Mir gefällt die Bodenständigkeit der Magie in diesem Buch. Sie fügt sich wie selbstverständlich in den Alltag ein, dient auf dem ersten Blick tatsächlich dem Gemeinwohl und dem Fortschritt. Vielleicht haben sich unsere Vorfahren vor über hundert Jahren auch so gefühlt, als läge Zauberei in der Luft. Plötzlich gab es elektrisches Licht aus der Wand, Apparate mit denen man sich über weite Entfernungen hören und unterhalten konnte, Automobile, die schneller als Pferde unterwegs waren. Und dann gibt es noch die Komponente mit dem Totenreich, den Glauben, dass die Seelen der Verstorbenen sich an einem Ort versammeln. Ist nicht weit entfernt vom christlichen Glauben an ein Leben nach dem Tod im Himmelreich.
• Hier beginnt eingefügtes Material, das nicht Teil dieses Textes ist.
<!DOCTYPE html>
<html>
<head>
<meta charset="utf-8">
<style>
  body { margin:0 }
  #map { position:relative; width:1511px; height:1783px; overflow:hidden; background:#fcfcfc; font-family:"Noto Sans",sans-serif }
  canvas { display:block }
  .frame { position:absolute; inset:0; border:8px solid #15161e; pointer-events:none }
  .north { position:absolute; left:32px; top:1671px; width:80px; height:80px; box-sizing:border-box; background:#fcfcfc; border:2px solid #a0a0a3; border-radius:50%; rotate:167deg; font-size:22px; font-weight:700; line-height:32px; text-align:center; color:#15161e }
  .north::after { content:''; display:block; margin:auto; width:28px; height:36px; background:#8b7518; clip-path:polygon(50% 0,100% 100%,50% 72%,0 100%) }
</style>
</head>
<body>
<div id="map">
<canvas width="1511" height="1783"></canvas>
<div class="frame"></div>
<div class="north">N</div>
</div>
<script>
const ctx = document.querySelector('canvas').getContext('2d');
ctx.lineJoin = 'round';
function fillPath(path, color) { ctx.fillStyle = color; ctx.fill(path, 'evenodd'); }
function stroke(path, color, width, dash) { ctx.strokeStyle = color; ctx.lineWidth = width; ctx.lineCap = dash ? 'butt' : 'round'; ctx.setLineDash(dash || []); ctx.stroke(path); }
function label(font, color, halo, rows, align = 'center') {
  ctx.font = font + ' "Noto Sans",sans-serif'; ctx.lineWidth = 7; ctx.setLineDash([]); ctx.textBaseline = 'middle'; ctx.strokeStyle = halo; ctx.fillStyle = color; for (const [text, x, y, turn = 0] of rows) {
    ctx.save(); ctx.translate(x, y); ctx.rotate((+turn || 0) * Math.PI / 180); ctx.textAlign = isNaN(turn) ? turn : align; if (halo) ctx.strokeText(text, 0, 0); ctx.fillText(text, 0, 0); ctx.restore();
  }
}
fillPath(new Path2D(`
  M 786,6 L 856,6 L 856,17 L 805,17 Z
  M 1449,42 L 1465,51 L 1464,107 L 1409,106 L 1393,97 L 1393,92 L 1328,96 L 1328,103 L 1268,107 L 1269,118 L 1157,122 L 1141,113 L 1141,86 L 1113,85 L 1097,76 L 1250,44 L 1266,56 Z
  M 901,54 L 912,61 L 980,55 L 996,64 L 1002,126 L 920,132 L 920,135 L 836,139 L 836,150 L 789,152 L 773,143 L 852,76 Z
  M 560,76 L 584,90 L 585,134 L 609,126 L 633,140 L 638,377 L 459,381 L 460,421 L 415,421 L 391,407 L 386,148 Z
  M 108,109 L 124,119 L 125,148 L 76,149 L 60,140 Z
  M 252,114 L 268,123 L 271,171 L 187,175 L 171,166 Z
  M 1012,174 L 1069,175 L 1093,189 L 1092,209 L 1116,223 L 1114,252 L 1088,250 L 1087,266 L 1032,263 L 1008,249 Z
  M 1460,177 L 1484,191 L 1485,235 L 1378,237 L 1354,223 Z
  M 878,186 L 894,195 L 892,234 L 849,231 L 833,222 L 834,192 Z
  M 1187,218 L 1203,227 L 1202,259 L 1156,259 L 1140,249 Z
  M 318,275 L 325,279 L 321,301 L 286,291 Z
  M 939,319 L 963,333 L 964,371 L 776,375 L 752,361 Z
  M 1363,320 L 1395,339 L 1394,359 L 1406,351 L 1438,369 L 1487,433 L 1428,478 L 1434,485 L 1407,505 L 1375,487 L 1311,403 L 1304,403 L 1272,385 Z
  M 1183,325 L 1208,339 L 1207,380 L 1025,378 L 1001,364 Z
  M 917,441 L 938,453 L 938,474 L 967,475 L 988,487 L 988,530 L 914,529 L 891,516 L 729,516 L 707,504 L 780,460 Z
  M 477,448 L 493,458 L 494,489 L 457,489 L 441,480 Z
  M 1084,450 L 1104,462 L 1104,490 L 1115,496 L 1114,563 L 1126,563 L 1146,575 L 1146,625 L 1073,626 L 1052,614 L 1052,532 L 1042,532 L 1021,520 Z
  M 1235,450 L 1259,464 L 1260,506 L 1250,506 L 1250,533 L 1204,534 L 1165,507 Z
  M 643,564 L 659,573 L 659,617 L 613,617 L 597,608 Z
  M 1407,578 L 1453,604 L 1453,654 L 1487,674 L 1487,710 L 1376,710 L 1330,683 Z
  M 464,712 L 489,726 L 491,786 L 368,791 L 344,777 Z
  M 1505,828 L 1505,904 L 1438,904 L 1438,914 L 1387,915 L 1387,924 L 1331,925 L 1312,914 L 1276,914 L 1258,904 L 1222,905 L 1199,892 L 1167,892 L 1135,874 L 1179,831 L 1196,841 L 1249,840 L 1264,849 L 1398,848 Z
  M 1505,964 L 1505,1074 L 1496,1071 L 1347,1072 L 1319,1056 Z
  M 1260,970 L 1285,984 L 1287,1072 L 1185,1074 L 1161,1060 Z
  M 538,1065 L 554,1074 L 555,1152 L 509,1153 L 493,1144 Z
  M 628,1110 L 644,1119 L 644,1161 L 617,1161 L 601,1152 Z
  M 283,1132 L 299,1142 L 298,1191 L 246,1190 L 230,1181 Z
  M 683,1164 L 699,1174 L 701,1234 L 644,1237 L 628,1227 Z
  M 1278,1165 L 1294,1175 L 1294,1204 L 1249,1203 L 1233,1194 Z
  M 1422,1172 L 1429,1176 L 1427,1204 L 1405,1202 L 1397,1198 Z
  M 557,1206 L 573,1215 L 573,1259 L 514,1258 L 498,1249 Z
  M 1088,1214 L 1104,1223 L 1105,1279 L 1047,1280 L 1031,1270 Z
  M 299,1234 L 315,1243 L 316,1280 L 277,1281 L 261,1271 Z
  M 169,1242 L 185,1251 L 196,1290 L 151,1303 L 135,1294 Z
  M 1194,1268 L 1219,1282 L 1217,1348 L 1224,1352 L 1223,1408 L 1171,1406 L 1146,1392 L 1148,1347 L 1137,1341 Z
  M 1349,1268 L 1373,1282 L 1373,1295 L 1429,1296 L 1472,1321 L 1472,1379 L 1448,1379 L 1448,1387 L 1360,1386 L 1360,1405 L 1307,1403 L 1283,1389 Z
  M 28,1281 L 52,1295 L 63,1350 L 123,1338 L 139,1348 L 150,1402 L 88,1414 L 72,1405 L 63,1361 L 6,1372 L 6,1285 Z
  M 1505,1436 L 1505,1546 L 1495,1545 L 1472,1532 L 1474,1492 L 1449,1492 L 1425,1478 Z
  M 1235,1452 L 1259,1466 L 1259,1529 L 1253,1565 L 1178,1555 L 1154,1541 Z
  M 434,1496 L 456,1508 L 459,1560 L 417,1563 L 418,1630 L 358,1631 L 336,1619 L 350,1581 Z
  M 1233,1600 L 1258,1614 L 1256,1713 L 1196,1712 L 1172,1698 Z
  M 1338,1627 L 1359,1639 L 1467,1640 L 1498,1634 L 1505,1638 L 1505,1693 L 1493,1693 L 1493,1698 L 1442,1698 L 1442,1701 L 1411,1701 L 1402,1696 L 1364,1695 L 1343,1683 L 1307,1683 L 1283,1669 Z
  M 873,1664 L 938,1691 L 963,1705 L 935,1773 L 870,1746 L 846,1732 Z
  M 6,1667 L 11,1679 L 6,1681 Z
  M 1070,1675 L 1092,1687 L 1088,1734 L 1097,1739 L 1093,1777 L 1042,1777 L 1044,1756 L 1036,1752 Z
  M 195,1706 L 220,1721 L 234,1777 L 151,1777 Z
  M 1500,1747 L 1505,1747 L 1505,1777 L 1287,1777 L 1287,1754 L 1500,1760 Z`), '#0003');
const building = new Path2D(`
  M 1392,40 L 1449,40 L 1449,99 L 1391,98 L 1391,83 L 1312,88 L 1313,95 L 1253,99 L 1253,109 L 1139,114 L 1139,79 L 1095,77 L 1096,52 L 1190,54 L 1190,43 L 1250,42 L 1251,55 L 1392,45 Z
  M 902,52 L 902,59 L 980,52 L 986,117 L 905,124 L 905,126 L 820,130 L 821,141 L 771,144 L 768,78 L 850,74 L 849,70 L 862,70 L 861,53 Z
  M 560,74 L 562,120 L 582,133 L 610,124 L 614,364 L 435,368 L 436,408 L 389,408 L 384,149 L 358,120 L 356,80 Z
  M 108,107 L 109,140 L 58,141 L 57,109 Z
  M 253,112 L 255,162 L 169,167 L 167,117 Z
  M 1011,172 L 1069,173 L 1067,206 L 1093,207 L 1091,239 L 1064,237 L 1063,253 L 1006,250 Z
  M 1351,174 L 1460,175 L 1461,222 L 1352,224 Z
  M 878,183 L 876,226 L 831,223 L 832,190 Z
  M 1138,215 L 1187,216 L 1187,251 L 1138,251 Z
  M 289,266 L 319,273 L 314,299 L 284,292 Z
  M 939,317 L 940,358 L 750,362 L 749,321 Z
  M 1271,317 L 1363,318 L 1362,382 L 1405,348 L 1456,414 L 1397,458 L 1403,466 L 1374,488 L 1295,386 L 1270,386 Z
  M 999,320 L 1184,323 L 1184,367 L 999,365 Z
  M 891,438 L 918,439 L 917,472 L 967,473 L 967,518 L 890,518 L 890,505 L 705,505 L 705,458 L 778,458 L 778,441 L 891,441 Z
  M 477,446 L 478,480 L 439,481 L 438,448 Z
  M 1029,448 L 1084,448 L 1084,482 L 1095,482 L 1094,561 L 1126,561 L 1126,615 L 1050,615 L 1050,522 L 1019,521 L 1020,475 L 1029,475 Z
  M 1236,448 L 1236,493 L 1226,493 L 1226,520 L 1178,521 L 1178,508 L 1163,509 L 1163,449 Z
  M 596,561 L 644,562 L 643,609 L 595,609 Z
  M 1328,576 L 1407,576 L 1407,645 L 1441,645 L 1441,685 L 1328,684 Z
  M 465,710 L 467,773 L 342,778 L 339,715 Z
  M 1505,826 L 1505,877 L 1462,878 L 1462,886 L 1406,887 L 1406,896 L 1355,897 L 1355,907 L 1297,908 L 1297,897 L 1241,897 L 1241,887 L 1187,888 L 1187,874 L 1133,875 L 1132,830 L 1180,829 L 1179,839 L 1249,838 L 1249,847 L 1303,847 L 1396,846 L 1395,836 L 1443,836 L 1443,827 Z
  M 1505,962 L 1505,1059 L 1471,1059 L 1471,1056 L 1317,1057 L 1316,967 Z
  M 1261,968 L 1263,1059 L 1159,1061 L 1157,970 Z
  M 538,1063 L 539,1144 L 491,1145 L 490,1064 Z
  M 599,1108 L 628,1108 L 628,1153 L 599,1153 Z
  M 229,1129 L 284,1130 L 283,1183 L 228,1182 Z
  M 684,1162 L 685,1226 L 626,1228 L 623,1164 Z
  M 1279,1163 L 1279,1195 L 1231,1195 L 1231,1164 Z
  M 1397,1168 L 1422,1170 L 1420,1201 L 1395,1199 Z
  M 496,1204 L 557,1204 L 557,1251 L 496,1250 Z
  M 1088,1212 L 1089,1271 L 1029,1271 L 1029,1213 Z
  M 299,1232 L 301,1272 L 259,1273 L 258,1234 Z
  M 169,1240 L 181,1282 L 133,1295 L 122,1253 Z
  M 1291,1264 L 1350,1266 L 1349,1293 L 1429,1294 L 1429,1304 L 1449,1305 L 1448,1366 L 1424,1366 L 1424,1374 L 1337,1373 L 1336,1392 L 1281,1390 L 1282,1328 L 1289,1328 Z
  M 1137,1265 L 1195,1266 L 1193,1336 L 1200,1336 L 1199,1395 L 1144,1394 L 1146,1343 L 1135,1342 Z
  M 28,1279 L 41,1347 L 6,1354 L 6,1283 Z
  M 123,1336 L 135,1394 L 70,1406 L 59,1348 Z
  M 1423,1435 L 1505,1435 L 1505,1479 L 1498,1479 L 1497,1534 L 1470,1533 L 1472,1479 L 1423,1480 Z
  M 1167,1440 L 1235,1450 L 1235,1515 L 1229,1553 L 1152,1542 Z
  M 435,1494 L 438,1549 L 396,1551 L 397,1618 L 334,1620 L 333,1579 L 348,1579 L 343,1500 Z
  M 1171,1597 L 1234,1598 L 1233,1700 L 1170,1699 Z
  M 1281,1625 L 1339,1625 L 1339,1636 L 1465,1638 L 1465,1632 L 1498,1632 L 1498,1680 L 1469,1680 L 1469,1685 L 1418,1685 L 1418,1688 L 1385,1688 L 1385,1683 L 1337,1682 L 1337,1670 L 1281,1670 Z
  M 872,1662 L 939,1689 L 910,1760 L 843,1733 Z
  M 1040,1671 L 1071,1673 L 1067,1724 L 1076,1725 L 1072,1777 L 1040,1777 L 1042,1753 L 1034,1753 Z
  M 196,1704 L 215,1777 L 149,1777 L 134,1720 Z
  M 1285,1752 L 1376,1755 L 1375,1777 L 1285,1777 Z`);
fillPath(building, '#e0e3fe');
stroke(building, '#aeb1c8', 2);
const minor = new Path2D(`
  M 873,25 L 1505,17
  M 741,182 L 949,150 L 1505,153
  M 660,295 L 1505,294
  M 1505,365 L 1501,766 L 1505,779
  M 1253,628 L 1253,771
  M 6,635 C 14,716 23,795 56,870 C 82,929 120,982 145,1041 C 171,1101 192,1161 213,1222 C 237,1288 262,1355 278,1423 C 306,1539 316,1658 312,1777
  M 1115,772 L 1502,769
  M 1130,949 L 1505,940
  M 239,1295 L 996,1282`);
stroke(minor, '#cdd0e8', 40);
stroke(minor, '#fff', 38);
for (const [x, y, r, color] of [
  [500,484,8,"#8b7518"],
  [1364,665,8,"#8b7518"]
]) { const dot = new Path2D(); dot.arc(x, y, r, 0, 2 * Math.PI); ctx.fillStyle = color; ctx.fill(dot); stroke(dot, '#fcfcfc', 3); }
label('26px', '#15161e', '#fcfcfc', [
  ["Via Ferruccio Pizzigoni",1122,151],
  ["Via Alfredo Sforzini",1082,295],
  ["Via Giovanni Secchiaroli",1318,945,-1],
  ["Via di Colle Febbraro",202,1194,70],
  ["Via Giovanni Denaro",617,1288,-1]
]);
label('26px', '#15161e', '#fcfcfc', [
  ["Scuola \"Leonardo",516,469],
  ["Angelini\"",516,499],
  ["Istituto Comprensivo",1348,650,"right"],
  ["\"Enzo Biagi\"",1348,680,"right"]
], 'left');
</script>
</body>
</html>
C. L. Polk zeigt in dem Roman auf, wie wenig Abweichungen vom Bekannten es eigentlich nur braucht, um dennoch eine andere fantastische Welt zu kreieren und sich gleichzeitig abzuheben von den ewig gleichen Büchern, in denen es vor Drachen, Elfen, Zauberern, Trollen, Zwergen, Schattenwesen und Dämonen nur so wimmelt.